Saved data entries:
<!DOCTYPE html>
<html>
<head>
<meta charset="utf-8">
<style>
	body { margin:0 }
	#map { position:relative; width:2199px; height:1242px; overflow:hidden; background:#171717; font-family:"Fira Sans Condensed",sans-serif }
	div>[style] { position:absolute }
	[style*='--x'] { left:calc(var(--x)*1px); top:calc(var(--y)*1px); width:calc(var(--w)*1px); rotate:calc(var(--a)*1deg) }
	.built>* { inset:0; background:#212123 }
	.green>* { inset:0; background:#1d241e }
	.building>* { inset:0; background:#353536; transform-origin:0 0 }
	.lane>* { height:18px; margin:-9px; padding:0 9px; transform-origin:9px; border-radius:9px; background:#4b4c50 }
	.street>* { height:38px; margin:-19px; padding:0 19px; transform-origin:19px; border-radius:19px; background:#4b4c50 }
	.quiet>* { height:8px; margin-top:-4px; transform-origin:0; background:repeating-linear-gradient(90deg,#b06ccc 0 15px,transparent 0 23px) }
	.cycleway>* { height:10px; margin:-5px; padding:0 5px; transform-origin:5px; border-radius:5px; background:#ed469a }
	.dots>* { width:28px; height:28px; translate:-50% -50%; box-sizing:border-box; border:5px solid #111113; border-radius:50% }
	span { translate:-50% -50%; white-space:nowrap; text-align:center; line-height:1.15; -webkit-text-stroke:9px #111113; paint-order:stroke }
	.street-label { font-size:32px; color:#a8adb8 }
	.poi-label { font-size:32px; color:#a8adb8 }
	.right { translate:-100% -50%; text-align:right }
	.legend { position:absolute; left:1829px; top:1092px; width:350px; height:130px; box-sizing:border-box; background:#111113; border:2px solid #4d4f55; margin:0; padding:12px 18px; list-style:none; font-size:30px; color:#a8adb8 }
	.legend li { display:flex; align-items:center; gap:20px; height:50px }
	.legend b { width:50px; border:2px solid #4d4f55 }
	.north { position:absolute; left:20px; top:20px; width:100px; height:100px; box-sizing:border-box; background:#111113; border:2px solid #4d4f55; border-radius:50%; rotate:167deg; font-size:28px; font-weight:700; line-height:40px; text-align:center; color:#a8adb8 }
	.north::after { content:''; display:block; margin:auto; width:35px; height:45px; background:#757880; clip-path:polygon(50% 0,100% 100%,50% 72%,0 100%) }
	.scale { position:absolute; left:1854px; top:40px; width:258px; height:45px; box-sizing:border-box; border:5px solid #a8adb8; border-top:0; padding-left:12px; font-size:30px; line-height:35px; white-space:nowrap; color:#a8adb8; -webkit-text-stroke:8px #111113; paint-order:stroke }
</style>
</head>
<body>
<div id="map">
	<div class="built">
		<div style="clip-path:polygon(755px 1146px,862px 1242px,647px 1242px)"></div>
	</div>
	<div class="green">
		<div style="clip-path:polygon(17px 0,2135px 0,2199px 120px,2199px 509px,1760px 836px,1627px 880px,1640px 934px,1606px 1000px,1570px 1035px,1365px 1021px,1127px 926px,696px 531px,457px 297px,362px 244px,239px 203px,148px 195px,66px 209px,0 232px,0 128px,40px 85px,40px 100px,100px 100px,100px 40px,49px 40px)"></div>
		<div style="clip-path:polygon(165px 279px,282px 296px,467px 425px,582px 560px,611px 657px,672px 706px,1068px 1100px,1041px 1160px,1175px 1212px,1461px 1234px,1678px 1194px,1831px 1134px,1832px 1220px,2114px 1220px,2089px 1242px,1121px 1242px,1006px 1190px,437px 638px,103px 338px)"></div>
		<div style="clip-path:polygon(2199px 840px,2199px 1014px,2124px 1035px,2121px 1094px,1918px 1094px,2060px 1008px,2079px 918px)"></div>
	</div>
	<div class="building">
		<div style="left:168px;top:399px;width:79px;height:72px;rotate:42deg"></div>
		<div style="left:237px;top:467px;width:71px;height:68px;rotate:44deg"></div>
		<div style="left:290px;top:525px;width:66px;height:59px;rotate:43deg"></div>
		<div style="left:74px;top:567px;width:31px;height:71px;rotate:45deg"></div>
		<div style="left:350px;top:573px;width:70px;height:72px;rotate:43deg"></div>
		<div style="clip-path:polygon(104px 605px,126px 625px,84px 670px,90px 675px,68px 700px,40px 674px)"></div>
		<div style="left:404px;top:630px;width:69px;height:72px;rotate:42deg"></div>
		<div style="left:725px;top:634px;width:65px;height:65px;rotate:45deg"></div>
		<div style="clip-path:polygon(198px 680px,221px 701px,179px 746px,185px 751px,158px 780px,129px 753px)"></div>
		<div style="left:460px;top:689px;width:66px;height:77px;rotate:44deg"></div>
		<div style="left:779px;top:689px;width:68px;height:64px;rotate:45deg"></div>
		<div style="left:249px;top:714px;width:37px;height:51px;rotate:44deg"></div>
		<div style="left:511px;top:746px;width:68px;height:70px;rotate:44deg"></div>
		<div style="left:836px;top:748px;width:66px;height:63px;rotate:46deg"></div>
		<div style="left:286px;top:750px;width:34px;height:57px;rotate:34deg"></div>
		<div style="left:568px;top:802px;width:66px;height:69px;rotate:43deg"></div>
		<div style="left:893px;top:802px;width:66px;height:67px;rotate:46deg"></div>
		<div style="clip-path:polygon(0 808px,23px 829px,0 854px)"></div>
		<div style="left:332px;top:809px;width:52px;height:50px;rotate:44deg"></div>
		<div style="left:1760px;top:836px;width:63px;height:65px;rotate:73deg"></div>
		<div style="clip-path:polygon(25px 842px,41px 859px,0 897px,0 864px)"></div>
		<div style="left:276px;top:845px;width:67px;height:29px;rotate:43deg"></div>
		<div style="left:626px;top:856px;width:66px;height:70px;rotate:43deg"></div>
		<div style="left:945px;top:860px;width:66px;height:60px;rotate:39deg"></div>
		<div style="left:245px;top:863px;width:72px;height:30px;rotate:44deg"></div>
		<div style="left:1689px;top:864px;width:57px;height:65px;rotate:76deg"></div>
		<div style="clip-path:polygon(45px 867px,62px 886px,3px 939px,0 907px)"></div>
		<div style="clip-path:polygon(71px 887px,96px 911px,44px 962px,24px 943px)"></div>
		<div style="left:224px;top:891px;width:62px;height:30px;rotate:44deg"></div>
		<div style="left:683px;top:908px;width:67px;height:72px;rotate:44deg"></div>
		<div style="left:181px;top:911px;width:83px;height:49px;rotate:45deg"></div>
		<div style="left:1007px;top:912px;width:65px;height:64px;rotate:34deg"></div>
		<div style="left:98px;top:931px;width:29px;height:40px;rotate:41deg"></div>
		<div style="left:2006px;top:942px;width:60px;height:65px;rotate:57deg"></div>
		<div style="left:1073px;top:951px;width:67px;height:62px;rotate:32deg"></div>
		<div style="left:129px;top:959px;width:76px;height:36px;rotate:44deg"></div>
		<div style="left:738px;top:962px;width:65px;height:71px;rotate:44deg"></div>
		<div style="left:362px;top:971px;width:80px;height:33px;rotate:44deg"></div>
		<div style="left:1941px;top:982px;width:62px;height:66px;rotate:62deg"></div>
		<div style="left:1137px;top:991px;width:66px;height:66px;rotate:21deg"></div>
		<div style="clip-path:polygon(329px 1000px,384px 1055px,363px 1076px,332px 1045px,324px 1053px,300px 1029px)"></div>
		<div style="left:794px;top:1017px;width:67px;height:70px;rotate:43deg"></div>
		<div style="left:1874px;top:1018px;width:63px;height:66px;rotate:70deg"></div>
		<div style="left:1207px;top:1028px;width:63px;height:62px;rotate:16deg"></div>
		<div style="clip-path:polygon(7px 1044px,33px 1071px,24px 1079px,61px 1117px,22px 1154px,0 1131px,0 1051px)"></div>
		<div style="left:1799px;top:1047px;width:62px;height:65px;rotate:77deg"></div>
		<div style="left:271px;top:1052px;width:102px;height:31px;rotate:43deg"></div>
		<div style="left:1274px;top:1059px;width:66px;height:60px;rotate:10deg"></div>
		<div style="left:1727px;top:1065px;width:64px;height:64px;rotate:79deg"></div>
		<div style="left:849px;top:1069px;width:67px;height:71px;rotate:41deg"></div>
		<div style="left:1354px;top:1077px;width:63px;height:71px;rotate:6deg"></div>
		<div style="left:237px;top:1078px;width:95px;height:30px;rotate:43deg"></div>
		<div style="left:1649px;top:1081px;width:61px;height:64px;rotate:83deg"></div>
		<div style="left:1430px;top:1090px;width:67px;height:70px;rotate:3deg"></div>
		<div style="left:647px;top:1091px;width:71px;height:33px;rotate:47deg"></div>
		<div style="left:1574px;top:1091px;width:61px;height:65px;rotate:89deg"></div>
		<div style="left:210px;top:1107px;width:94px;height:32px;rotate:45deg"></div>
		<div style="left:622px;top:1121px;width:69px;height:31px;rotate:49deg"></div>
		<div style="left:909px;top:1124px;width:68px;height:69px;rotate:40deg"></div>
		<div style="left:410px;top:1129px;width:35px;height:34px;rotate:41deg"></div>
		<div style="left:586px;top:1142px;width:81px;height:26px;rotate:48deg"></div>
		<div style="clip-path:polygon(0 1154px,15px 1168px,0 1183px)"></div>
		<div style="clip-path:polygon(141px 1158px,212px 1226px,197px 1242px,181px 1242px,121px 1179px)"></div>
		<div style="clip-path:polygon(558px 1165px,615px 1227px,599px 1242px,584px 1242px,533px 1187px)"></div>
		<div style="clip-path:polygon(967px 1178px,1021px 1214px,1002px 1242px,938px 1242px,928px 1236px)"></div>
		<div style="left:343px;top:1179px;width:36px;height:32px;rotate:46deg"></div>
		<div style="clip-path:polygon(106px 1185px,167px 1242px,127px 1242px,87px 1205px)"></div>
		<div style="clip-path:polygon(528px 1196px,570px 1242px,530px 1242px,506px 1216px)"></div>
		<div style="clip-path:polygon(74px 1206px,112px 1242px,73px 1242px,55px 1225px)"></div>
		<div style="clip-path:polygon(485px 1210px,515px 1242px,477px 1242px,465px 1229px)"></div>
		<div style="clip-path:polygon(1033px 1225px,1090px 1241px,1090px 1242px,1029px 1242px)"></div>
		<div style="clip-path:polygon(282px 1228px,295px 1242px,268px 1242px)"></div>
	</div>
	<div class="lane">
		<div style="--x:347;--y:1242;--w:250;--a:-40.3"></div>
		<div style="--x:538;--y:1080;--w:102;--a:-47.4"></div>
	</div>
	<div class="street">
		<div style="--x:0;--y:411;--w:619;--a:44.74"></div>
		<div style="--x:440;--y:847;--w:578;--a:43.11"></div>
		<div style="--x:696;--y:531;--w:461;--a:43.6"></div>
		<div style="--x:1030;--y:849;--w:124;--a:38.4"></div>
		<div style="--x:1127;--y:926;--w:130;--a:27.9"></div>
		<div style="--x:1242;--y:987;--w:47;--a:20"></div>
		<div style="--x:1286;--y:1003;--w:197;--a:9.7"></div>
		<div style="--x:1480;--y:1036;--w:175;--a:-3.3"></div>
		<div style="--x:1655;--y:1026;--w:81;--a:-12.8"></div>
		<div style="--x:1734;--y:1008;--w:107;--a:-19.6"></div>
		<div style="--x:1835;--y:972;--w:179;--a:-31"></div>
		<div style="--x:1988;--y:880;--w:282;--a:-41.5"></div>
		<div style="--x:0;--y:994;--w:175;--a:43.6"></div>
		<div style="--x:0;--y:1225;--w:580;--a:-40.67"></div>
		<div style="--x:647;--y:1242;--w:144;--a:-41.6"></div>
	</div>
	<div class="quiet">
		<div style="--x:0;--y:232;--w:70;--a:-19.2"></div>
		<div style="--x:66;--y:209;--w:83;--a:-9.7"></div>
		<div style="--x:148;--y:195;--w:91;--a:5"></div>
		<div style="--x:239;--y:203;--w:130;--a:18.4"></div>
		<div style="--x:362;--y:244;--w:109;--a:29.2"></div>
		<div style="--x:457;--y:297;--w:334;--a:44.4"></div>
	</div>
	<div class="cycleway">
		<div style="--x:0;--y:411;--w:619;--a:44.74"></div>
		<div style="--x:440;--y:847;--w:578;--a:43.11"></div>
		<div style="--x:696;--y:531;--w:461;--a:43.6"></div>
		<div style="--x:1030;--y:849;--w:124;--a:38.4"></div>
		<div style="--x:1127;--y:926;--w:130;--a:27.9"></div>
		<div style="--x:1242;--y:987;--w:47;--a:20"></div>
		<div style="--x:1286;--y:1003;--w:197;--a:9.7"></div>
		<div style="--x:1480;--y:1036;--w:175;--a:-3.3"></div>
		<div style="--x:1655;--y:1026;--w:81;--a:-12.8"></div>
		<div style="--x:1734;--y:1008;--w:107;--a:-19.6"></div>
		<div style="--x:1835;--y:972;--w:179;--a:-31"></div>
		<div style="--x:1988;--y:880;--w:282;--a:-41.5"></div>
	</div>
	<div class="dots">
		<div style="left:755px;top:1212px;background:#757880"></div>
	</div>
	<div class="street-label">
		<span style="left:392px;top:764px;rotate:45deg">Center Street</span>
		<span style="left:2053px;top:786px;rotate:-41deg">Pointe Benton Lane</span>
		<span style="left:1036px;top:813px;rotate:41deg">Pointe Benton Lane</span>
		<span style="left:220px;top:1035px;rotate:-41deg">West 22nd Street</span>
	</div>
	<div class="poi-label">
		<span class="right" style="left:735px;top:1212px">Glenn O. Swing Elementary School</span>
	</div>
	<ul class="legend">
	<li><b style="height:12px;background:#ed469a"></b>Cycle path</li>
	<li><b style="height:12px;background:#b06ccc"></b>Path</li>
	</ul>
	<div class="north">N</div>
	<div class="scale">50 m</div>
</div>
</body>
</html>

Task requirements:
Reply with nothing but a number. State how many lines in the records hold the word "cycleway".

Written solution:
2